Tuesday, March 10, 2015
In the Salle Polyvalente from noon to 1pm
By Alexander Puhrer (vocals)
and Senka Brankovic (piano)
Before he began his studies at EPFL, Alexander Puhrer had already spent a decade as a professional classical singer. Born Austria, he grew up in Vienna and studied in the USA (at Gettysburg College and the Cincinnati College Conservatory for Music). In addition to the many roles he has interpreted on stage (Papageno, Don Giovanni, Graf Eberbach, Conte Almaviva, to cite just a few), under renowned directors of the likes of Philippe Jordan, Seiji Ozawa, Karel Chichon or Arnold Östmann, Alexander Puhrer is internationally recognized as a Lied performer. Alexander Puhrer graduated from EFPL/ETHZ in 2014 with a Master of Science in Nuclear Engineering and now works for Alpiq as Head of Nuclear Assets in the Nuclear Power Generation department.
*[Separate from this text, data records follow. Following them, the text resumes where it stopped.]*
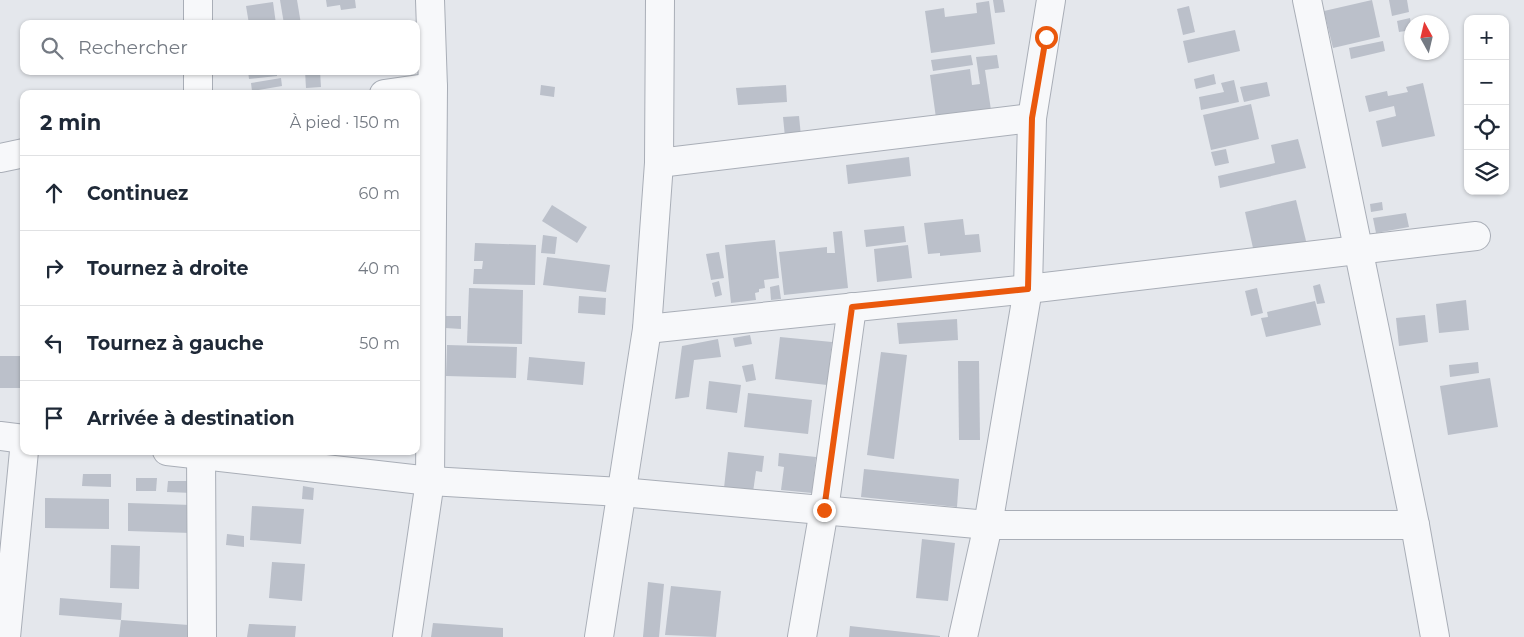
<!DOCTYPE html>
<html lang="fr">
<head>
<meta charset="utf-8">
<style>
	:root { --surface:#fff; --page:#f6f6f7; --text:#1f2937; --muted:#747a83; --line:#e0e1e3 }
	body { margin:0; font-family:Montserrat,sans-serif; background:var(--page); color:var(--text) }
	.controls { position:absolute; right:15px; top:15px; display:grid; overflow:hidden; border-radius:10px; box-shadow:0 1px 4px #0004 }
	.controls button { width:45px; height:45px; display:grid; place-items:center; padding:0; border:0; border-bottom:1px solid var(--line); background:var(--surface); color:var(--text); font:25px sans-serif }
	.compass { position:absolute; left:1404px; top:15px; width:45px; height:45px; border-radius:50%; background:var(--surface); box-shadow:0 1px 4px #0004; rotate:352deg }
	.stop { position:absolute; width:15px; height:15px; margin:-11px; border:4px solid #ea580c; border-radius:50%; background:#fff }
	.stop.end { background:#ea580c; border-color:#fff; box-shadow:0 1px 5px #0008 }
	.list { margin:0; padding:0; list-style:none }
	h2 { display:flex; justify-content:space-between; align-items:center; height:65px; margin:0; padding:0 20px; font-size:21px }
	h2 small { font-size:16px; font-weight:400; color:var(--muted) }
	.list li { display:grid; grid-template-columns:32px 1fr auto; gap:15px; align-items:center; box-sizing:border-box; height:75px; padding:0 20px; border-top:1px solid var(--line) }
	.list b { display:block; font-size:19px; white-space:nowrap }
	.list em { font-size:16px; font-style:normal; color:var(--muted) }
	.icon { flex:none; width:28px; height:28px; fill:none; stroke:currentColor; stroke-width:2; stroke-linecap:round; stroke-linejoin:round }
	.map { position:relative; flex:none; width:1524px; height:637px; overflow:hidden }
	.search { position:absolute; background:var(--surface); box-shadow:0 1px 4px #0004; left:20px; top:20px; width:400px; height:55px; display:flex; align-items:center; gap:12px; box-sizing:border-box; padding:0 18px; border-radius:10px; color:var(--muted); font-size:19px }
	.panel { position:absolute; background:var(--surface); box-shadow:0 1px 4px #0004; left:20px; top:90px; width:400px; height:365px; border-radius:10px }
	.map>svg:first-child { display:block }
	.building { fill:#bbc0ca }
	.lines { fill:none; stroke-linecap:round; stroke-linejoin:round }
	.minor-casing { stroke:#a9aeb7; stroke-width:30 }
	.minor { stroke:#f7f8fa; stroke-width:28 }
	.route { stroke:#ea580c; stroke-width:6 }
</style>
</head>
<body>
<div class="map">
<svg width="1524" height="637" viewBox="0 0 1524 637">
	<rect width="100%" height="100%" fill="#e4e7ec"/>
	<g class="building">
		<polygon points="280,0 297,0 301,24 284,24"/>
		<polygon points="326,0 355,0 356,8 341,10 340,5 327,7"/>
		<polygon points="993,0 1003,0 1005,12 995,13"/>
		<polygon points="1372,0 1380,37 1333,48 1324,11"/>
		<polygon points="1389,0 1407,0 1409,12 1392,16"/>
		<polygon points="989,1 995,44 931,53 925,11 944,8 945,17 977,13 976,3"/>
		<polygon points="273,2 276,24 249,24 246,6"/>
		<polygon points="1189,6 1195,32 1183,35 1177,9"/>
		<polygon points="1410,18 1412,30 1399,32 1397,21"/>
		<polygon points="1235,30 1240,51 1188,63 1183,41"/>
		<polygon points="1383,41 1385,51 1351,59 1349,48"/>
		<polygon points="971,55 973,65 933,71 931,60"/>
		<polygon points="997,55 999,68 985,70 991,110 936,118 930,75 970,69 972,85 980,84 976,57"/>
		<polygon points="248,71 277,71 277,76 249,79"/>
		<polygon points="305,71 320,71 321,87 306,88"/>
		<polygon points="1214,74 1216,84 1196,89 1194,79"/>
		<polygon points="281,78 282,86 252,91 251,83"/>
		<polygon points="1234,80 1239,102 1201,110 1199,97 1224,92 1221,83"/>
		<polygon points="1267,82 1270,96 1244,102 1240,87"/>
		<polygon points="1423,83 1435,136 1382,147 1376,121 1396,116 1394,106 1369,112 1365,96 1387,91 1388,96 1408,92 1406,87"/>
		<polygon points="541,85 555,87 554,97 540,95"/>
		<polygon points="786,85 787,102 738,105 736,88"/>
		<polygon points="1251,104 1259,139 1211,150 1203,115"/>
		<polygon points="799,116 801,136 785,137 783,117"/>
		<polygon points="1298,139 1306,168 1220,188 1218,176 1275,163 1271,145"/>
		<polygon points="1226,149 1229,163 1215,166 1211,152"/>
		<polygon points="909,157 911,176 848,184 846,165"/>
		<polygon points="1296,200 1307,245 1255,257 1245,212"/>
		<polygon points="1382,202 1383,210 1371,212 1370,204"/>
		<polygon points="552,205 587,227 577,243 542,221"/>
		<polygon points="1406,213 1409,227 1376,233 1373,218"/>
		<polygon points="963,219 965,235 979,234 981,252 940,256 940,253 928,254 924,223"/>
		<polygon points="904,226 906,242 866,247 864,230"/>
		<polygon points="842,231 848,288 784,295 779,252 827,247 827,253 835,253 833,232"/>
		<polygon points="543,235 557,237 555,254 541,253"/>
		<polygon points="775,240 779,278 764,280 765,288 759,289 759,292 755,293 756,300 731,303 725,245"/>
		<polygon points="475,243 536,245 535,285 473,284 474,269 482,269 483,261 474,261"/>
		<polygon points="908,245 912,278 877,282 874,249"/>
		<polygon points="719,252 724,278 711,280 706,254"/>
		<polygon points="547,257 610,265 606,292 543,285"/>
		<polygon points="719,281 722,295 715,297 712,283"/>
		<polygon points="1320,284 1325,303 1317,304 1313,286"/>
		<polygon points="779,285 781,299 771,300 770,287"/>
		<polygon points="469,288 523,290 522,344 467,343"/>
		<polygon points="1257,288 1263,313 1251,316 1245,291"/>
		<polygon points="579,296 606,298 605,315 578,313"/>
		<polygon points="1466,300 1469,330 1439,333 1436,304"/>
		<polygon points="1315,301 1321,325 1266,337 1261,318 1268,317 1267,312"/>
		<polygon points="1425,315 1428,342 1399,346 1396,318"/>
		<polygon points="445,316 461,316 461,329 445,328"/>
		<polygon points="957,319 958,340 899,344 897,323"/>
		<polygon points="750,335 752,344 735,347 733,338"/>
		<polygon points="780,337 832,342 827,385 775,379"/>
		<polygon points="718,339 721,357 694,360 689,397 675,399 682,346"/>
		<polygon points="447,345 517,347 516,378 446,376"/>
		<polygon points="881,352 907,355 894,459 867,455"/>
		<rect x="0" y="356" width="24" height="32"/>
		<polygon points="529,357 585,362 583,385 527,380"/>
		<polygon points="958,361 979,361 980,440 959,440"/>
		<polygon points="1478,362 1479,373 1450,377 1449,365"/>
		<polygon points="753,364 756,380 746,382 742,366"/>
		<polygon points="1490,378 1498,427 1448,435 1440,386"/>
		<polygon points="709,381 741,385 737,413 706,409"/>
		<polygon points="748,393 812,400 808,434 744,427"/>
		<polygon points="728,452 764,456 762,472 756,471 753,492 724,488"/>
		<polygon points="779,453 816,457 812,493 781,490 784,467 778,466"/>
		<polygon points="864,469 959,479 957,507 861,497"/>
		<polygon points="83,474 111,474 111,487 82,486"/>
		<polygon points="136,478 157,478 156,491 136,491"/>
		<polygon points="168,481 193,481 193,493 167,492"/>
		<polygon points="303,486 314,488 313,500 302,499"/>
		<polygon points="45,498 109,499 109,529 45,528"/>
		<polygon points="128,503 192,505 191,533 128,531"/>
		<polygon points="252,506 304,509 301,544 250,540"/>
		<polygon points="227,534 244,536 244,547 226,545"/>
		<polygon points="922,539 955,543 948,601 916,598"/>
		<polygon points="111,545 140,546 139,589 110,588"/>
		<polygon points="272,562 305,564 302,601 269,598"/>
		<polygon points="648,582 664,584 659,637 643,637"/>
		<polygon points="671,586 721,591 716,637 665,635"/>
		<polygon points="60,598 122,603 121,620 189,625 188,637 119,637 121,620 59,615"/>
		<polygon points="433,623 503,628 503,637 431,637"/>
		<polygon points="249,624 296,626 295,637 247,637"/>
		<polygon points="850,626 940,636 940,637 849,637"/>
	</g>
	<g class="lines">
		<g class="minor-casing">
			<g id="minor">
				<polyline points="198,0 198,24"/>
				<polyline points="1307,0 1415,525"/>
				<polyline points="198,71 198,94"/>
				<polyline points="384,94 433,87"/>
				<polyline points="0,158 24,153"/>
				<polyline points="659,163 1032,118"/>
				<polyline points="647,329 1028,289 1476,236"/>
				<polyline points="0,436 24,439"/>
				<polyline points="167,451 430,481 621,492 988,525 1415,525 1435,637"/>
				<polyline points="201,451 202,637"/>
				<polyline points="6,637 24,451"/>
				<polyline points="407,637 430,481 433,87 430,0"/>
				<polyline points="599,637 647,329 659,163 660,0"/>
				<polyline points="802,637 824,510 852,307"/>
				<polyline points="963,637 988,525 1028,289 1032,118 1051,0"/>
			</g>
		</g>
		<use href="#minor" class="minor"/>
	</g>
	<g class="lines">
		<polyline class="route" points="824,510 852,307 1028,289 1032,118 1046,37"/>
	</g>
</svg>
<div class="controls">
<button>+</button>
<button>−</button>
<button><svg class="icon" aria-label="locate" viewBox="0 0 24 24"><circle cx="12" cy="12" r="6"/><path d="M12 2v4M12 18v4M2 12h4M18 12h4"/></svg></button>
<button><svg class="icon" aria-label="layers" viewBox="0 0 24 24"><path d="M12 4l9 5-9 5-9-5zM3 14l9 5 9-5"/></svg></button>
</div>
<svg class="compass" viewBox="-18 -18 36 36"><path d="M0-13l5 13h-10z" fill="#e53935"/><path d="M0 13l5-13h-10z" fill="#747a83"/></svg>
<div class="stop" style="left:1046px;top:37px"></div>
<div class="stop end" style="left:824px;top:510px"></div>
<div class="search"><svg class="icon" aria-label="search" viewBox="0 0 24 24"><circle cx="10" cy="10" r="6"/><path d="M15 15l6 6"/></svg>Rechercher</div>
<section class="panel">
<h2>2 min<small>À pied · 150 m</small></h2>
<ul class="list">
<li><svg class="icon" aria-label="ahead" viewBox="0 0 24 24"><path d="M12 20V5M6 11l6-6 6 6"/></svg><div><b>Continuez</b></div><em>60 m</em></li>
<li><svg class="icon" aria-label="right" viewBox="0 0 24 24"><path d="M7 20v-9h11M14 6l5 5-5 5"/></svg><div><b>Tournez à droite</b></div><em>40 m</em></li>
<li><svg class="icon" aria-label="left" viewBox="0 0 24 24"><path d="M17 20v-9H6M10 6l-5 5 5 5"/></svg><div><b>Tournez à gauche</b></div><em>50 m</em></li>
<li><svg class="icon" aria-label="arrive" viewBox="0 0 24 24"><path d="M6 21V4h12l-3 4 3 4H6"/></svg><div><b>Arrivée à destination</b></div></li>
</ul>
</section>
</div>
</body>
</html>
Austrian pianist Senka Brankovic studied at the Mozarteum in Salzburg and at the University for Music in Vienna. Her professors were Hans Leygraf, Hans Petermandl et Heinz Medjimorec, before going on to specialize in Liedbegleitung with David Lutz. She has received many distinctions and is a laureate of the famous Bösendorfer Wettbewerb in Vienna. In 2001, Alexander Puhrer and Senka Brankovic won the Internationaler Wettbewerb für Liedkunst in Stuttgart.
Having charmed the audience at EPFL in 2012 with Die Schöne Müllerin by Franz Schubert, and again in 2013 with a recital of a smorgasbord of works, from Richard Strauss to George Gerschwin, including, among others, Francis Poulenc, the duo is back on campus to perform Die Winterreise by Franz Schubert.
Die Winterreise (1828) is a cycle of 28 Lieder published in two booklets with twelve Lieder each. The poet Wilhelm Müller wrote the 24 songs in three distinct phases. The cycle is made up of several episodes that tell of the desperate walk of a man who has been betrayed by his beloved and is without a doubt the most beautiful and saddest cycle of Lieder by Franz Schubert. Because of its density and drama, it surpasses all similar works of its kind. The very first Lied, Gute Nacht, sets the tonality: minor. In the last song, the poet asks the organ grinder, who represents death, if he can join him to put and end to it all.
Although he died at the young age of 31, Austrian composer Franz Schubert is one of the great composers of the nineteenth century and the uncontested master of the Lied.